Can we consider moving this one to 1.26 because of https://lists.apache.org/thread.html/r0b0fbe2038388175951ce1028182d980f9e9a7328be13d52dab70bb3%40%3Cannounce.apache.org%3E

Probably Beam's use case of Calcite is not impacted by this but I can envision the automatic vulnerability tools complaining on this soon.

@nielsbasjes nielsbasjes changed the title [WIP][BEAM-9379] Update calcite to 1.25 [WIP][BEAM-9379] Update calcite to 1.26 Oct 29, 2020
@nielsbasjes nielsbasjes force-pushed the BEAM-9379-UpdateCalcite branch 2 times, most recently from 8f79ca3 to c7b4b7f Compare December 5, 2020 10:24
@nielsbasjes
Copy link
Contributor Author

nielsbasjes commented Dec 6, 2020

I am in need of advice / assistance.

What I ran into is that some tests in the current state of this pull request fail over a change in Calcite.
I am specifically talking about https://github.com/apache/beam/blob/master/sdks/java/extensions/sql/jdbc/src/test/java/org/apache/beam/sdk/extensions/sql/jdbc/BeamSqlLineTest.java#L63 and many other tests in this file that do a CREATE EXTERNAL TABLE or a DROP TABLE.
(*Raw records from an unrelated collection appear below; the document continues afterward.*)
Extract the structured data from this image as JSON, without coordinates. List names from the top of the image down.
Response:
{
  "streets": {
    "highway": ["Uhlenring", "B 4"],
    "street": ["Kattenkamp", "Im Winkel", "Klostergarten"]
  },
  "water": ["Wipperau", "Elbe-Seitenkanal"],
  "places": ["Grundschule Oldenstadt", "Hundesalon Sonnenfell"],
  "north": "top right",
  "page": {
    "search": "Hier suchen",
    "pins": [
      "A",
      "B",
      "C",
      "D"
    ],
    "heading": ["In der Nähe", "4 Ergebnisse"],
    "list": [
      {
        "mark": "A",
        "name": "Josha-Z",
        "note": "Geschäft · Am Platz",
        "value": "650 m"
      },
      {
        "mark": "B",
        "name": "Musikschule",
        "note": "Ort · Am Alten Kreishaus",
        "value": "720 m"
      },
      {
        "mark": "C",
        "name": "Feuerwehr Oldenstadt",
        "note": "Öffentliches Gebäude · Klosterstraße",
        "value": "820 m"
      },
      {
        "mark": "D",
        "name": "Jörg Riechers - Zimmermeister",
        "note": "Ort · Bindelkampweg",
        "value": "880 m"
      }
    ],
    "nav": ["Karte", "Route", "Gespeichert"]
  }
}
I tracked the source of this exception back to Calcite where a few months ago this default method was added in Calcite by @julianhyde : https://github.com/apache/calcite/blob/master/core/src/main/java/org/apache/calcite/sql/parser/SqlParserImplFactory.java#L58

This default implementation simply returns a DdlExecutor (a new interface) that always fails with a UnsupportedOperationException if no valid implementation has been provided.
Looks good so far.

The problem I have is that my knowledge is lacking how to correctly override this method to return the implementation for Beam that makes it possible to do a CREATE EXTERNAL TABLE.

A pointer on how I should fix this correctly is highly appreciated.


I found in the generated code of BeamSqlParserImpl this code (I shortened it a bit)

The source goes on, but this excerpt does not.